Like many others, I don't think that the topic of mental illness has ever been addressed in a sermon. Obviously, I don't remember every sermon I have ever heard, but I just don't think it has been a topic. There are probably some good reasons for this, one being that there are some things pastors are not qualified to talk about. If a person has little knowledge and no expertise in an area, it's better to let someone else do the educating.
I remember the church I attended for the longest period of time as an adult had a counseling center. This was run by an actual psychologist (if I remember correctly), not a pastor who'd just had a counseling class or two in seminary. While I never thought much about it while I was there, what this told me is that this particular church understood the need for mental health services and understood that there are people specifically trained to provide those services.

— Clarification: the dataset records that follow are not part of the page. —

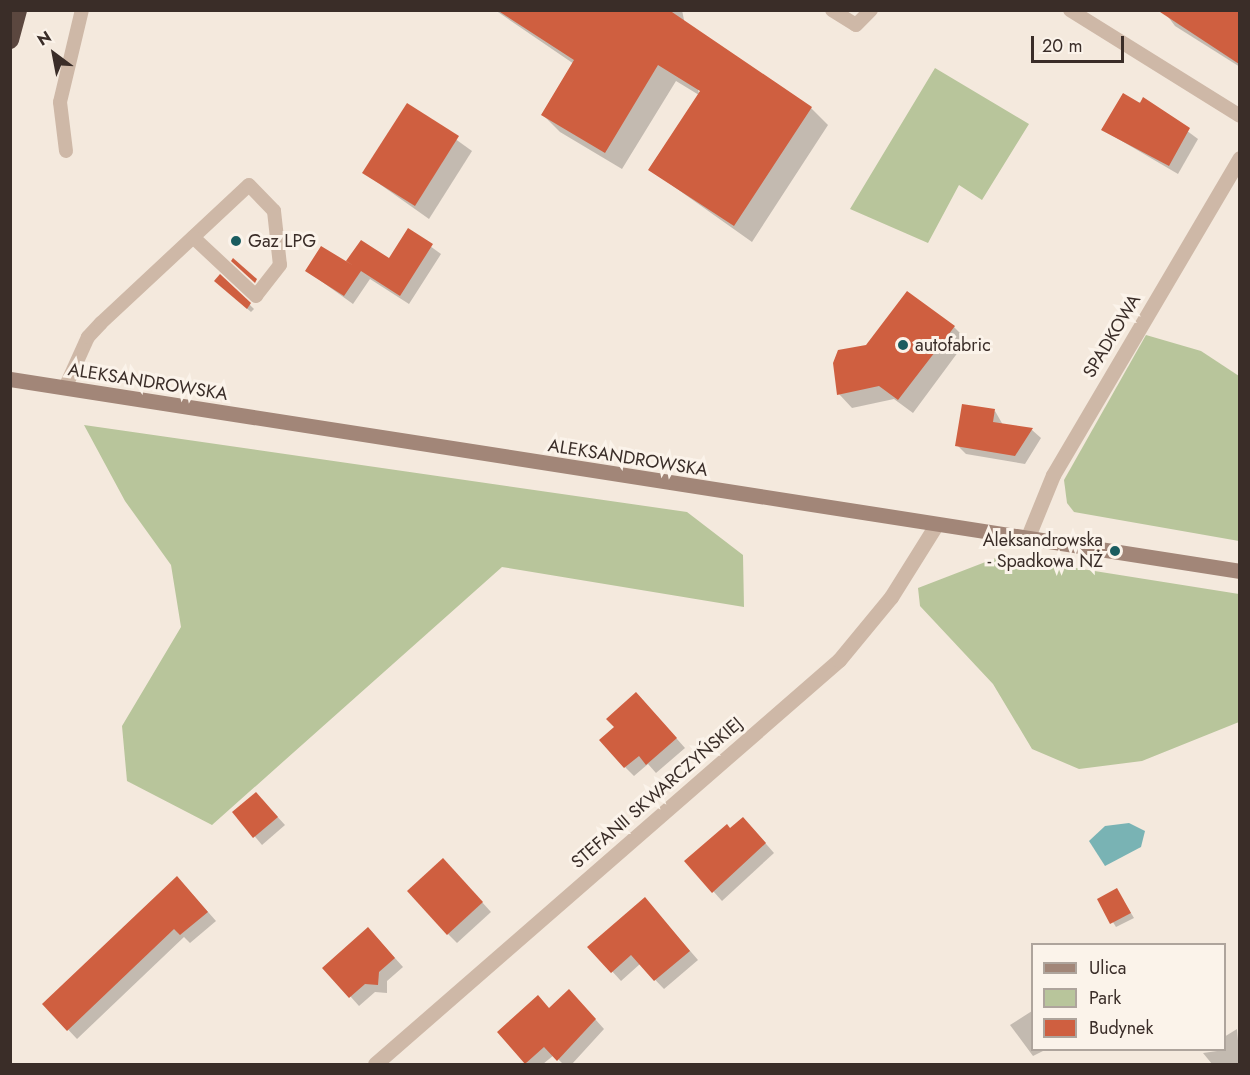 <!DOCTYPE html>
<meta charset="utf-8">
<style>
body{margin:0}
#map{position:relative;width:1250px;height:1075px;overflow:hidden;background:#f4e9dd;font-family:Jost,sans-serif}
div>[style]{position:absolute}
.green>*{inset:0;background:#b8c59b}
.water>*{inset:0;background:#79b3b4}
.shadow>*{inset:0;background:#0003}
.building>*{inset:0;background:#cf5f40}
.lane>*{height:14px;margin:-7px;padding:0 7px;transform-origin:7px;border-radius:7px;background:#ceb8a7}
.street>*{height:15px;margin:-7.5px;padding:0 7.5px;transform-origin:7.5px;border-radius:7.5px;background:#ceb8a7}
.secondary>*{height:15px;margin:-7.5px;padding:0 7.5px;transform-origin:7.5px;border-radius:7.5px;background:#a28678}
.highway>*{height:18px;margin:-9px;padding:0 9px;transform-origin:9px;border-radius:9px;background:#5b473f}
.dots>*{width:16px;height:16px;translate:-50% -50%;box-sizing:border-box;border:3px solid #fbf3ea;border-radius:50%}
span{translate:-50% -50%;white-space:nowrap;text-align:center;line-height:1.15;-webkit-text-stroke:6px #fbf3ea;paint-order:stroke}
.poi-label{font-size:18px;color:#3a2d28}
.left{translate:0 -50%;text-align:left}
.right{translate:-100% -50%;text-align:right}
.street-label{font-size:18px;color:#3a2d28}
.frame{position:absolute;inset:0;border:12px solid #3a2d28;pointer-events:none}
.legend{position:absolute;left:1031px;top:943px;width:195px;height:108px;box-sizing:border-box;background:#fbf3ea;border:2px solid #aea49c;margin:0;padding:8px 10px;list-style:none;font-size:18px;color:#3a2d28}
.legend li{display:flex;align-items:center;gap:12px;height:30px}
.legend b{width:30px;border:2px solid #aea49c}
.north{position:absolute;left:24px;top:24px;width:60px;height:60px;-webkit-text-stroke:4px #fbf3ea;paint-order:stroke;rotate:328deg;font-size:16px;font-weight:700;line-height:24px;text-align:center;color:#3a2d28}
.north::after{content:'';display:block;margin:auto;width:21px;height:27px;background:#3a2d28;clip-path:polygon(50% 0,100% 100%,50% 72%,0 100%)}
.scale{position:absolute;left:1031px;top:36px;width:93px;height:27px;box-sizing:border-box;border:3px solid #3a2d28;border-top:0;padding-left:8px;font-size:18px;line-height:21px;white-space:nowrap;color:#3a2d28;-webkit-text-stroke:4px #fbf3ea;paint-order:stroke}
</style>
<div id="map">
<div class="green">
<i style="clip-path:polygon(935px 68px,1029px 124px,982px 200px,959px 185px,928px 243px,850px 209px)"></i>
<i style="clip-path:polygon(1146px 335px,1201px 351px,1239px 376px,1239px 541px,1074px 512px,1067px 503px,1064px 480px)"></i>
<i style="clip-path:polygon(84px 425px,687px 512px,743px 555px,744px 607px,502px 567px,212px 825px,127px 781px,122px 726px,181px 627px,171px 565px,125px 501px)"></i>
<i style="clip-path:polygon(1001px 556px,1239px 594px,1239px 722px,1142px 761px,1079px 769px,1032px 749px,993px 684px,920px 606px,918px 588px)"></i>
</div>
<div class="water">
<i style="clip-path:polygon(1129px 823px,1145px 831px,1141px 847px,1105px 866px,1089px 841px,1105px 826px)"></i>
</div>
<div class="shadow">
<i style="clip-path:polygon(495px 10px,682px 10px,699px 94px,811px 108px,828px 125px,752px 242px,649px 169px,699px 95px,676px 81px,622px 169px,560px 132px,543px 115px,574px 64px)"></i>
<i style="clip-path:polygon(1163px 10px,1240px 10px,1240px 67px,1175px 26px)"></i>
<i style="clip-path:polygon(1144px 99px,1198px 139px,1178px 174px,1103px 130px)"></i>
<i style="clip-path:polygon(408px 105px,472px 151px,429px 219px,364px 173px)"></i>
<i style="clip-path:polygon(408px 230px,441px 254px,409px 304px,370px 279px,353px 304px,307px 271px,353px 266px,348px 261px,389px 260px)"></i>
<i style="clip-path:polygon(220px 276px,254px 309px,251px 312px,220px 285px)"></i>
<i style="clip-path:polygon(954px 327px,967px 340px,913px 413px,894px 399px,852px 408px,839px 394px)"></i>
<i style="clip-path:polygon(995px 411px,1003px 425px,1032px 430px,1041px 438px,1025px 464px,966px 454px,957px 445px)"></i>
<i style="clip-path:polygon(645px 703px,685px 748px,656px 773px,648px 764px,634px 776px,625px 767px)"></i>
<i style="clip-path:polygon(264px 802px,285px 825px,262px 845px,234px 812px)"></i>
<i style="clip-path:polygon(752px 828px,774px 853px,722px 901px,686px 861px,731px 830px)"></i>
<i style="clip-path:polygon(452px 869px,491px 912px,457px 943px,448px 934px)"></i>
<i style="clip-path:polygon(186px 887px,216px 921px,190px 943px,184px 937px,77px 1039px,44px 1004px)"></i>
<i style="clip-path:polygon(1117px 890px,1134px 918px,1116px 927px,1099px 900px)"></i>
<i style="clip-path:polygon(653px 908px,698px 960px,664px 989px,640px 964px,621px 981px,590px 947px)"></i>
<i style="clip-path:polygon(377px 938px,403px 967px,387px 981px,387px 993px,375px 992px,359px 1006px,325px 968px)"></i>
<i style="clip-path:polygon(578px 1000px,604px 1029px,572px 1064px,563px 1064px,554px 1055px,543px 1064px,528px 1064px,499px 1032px)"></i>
<i style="clip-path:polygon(1032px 1011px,1032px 1050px,1045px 1050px,1033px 1056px,1010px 1025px)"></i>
<i style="clip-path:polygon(1237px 1029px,1240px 1064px,1212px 1064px,1203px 1053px,1224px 1050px,1224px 1037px)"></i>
</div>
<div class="building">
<i style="clip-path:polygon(497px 10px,669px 10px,812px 107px,734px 226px,648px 170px,700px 91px,658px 65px,605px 153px,541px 115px,574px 60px)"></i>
<i style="clip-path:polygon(1157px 10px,1239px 10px,1239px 64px)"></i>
<i style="clip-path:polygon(1123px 93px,1140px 103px,1143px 97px,1190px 128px,1169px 166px,1101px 130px)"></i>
<i style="clip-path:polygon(407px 103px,459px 136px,415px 206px,362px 173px)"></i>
<i style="clip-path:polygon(408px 228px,433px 244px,400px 296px,361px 271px,344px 296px,305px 271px,321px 246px,354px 266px,346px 261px,361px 240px,389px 258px)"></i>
<i style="clip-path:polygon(233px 258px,257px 279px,255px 283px,231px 261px)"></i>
<i style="clip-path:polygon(220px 274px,251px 303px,247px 309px,214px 281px)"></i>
<i style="clip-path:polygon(907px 291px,955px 326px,898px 400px,879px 386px,837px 395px,833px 363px,838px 350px,866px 345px)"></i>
<i style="clip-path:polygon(962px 404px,995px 409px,993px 422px,1033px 428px,1015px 456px,955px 446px)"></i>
<i style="clip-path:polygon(636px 692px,677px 738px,646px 765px,639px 756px,624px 768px,599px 740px,614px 727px,606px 719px)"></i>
<i style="clip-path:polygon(256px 792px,278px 817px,253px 838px,232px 812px)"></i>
<i style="clip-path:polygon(743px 817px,766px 843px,712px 893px,684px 861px,727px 824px,730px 828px)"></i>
<i style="clip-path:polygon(443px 858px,483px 902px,447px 935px,407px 891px)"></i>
<i style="clip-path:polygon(177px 876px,208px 912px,180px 935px,174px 929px,67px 1031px,42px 1004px)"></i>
<i style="clip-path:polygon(1117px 888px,1131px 913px,1110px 924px,1097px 899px)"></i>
<i style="clip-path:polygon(645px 897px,690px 951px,654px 981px,631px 955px,611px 973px,587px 947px)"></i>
<i style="clip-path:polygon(368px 927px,395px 958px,379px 972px,378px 985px,365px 984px,349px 998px,322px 968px)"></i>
<i style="clip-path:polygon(569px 989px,596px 1019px,557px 1061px,544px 1047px,525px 1064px,497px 1032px,538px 995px,549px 1008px)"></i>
</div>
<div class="lane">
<i style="left:832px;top:10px;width:28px;rotate:32deg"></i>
<i style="left:856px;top:25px;width:21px;rotate:-45deg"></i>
<i style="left:1070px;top:10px;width:200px;rotate:31.9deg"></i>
<i style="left:66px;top:151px;width:49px;rotate:-97deg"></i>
<i style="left:60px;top:102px;width:95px;rotate:-76.6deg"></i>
<i style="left:65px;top:388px;width:56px;rotate:-65.7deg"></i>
<i style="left:88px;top:337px;width:19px;rotate:-47deg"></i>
<i style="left:101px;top:323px;width:202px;rotate:-43deg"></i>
<i style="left:249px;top:185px;width:36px;rotate:46deg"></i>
<i style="left:274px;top:211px;width:54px;rotate:83.7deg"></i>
<i style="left:280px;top:265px;width:39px;rotate:128deg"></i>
<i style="left:256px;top:296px;width:86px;rotate:-136.9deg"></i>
</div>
<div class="street">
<i style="left:1027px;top:539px;width:69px;rotate:-67.9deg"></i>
<i style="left:1053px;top:475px;width:368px;rotate:-59.5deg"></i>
<i style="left:375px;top:1064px;width:615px;rotate:-41.05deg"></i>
<i style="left:839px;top:660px;width:82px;rotate:-50.5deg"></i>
<i style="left:891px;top:597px;width:85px;rotate:-58deg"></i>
</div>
<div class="secondary">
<i style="left:10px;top:379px;width:1245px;rotate:8.87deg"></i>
</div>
<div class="highway">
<i style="left:10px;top:40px;width:31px;rotate:-75deg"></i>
</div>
<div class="dots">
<i style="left:236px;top:241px;background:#1a5c5f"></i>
<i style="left:903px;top:345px;background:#1a5c5f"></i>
<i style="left:1115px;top:551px;background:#1a5c5f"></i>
</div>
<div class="poi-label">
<span class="left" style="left:248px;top:241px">Gaz LPG</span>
<span class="left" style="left:915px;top:345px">autofabric</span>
<span class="right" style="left:1103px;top:551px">Aleksandrowska<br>- Spadkowa NŻ</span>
</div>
<div class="street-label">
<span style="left:1112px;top:336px;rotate:-59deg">SPADKOWA</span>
<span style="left:148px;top:382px;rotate:9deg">ALEKSANDROWSKA</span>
<span style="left:628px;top:458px;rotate:9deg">ALEKSANDROWSKA</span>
<span style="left:657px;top:793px;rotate:-41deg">STEFANII SKWARCZYŃSKIEJ</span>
</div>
<div class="frame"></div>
<ul class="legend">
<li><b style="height:8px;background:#a28678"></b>Ulica</li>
<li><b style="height:16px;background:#b8c59b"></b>Park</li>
<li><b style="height:16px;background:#cf5f40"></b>Budynek</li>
</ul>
<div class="north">N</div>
<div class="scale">20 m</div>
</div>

In the church I currently attend, there's a pastor who has a degree/background in marriage/family counseling, and while he will offer pastoral care, if it is anything serious, he will refer people to professionals.
Unfortunately, in many churches, this may not be the case. Too often, mental health issues are seen as only spiritual problems that will go away if one just prays hard enough.
I don't know why it is so difficult to see mental illness as an illness. My friend Adrienne, who has a young son who has had numerous problems with mental illness, explained one time that it's so easy for us to understand and seek treatment for any other illness. We understand when we are physically sick. We take medications. We have surgeries. The physical aspect of our bodies is seen as something that can be broken and can be treated. Why then, she asked, do we not think the same thing can happen to our brains?
That put it in perspective for me. Our brains are as much of a part of our bodies as anything else, and if something can go wrong physically, something can also go wrong mentally.
I would encourage anyone reading this to look at it like that. It will go a long way in understanding the suffering a person may be experiencing, and if we encourage people to seek treatment for physical illnesses, we must encourage them to seek treatment for mental illnesses as well.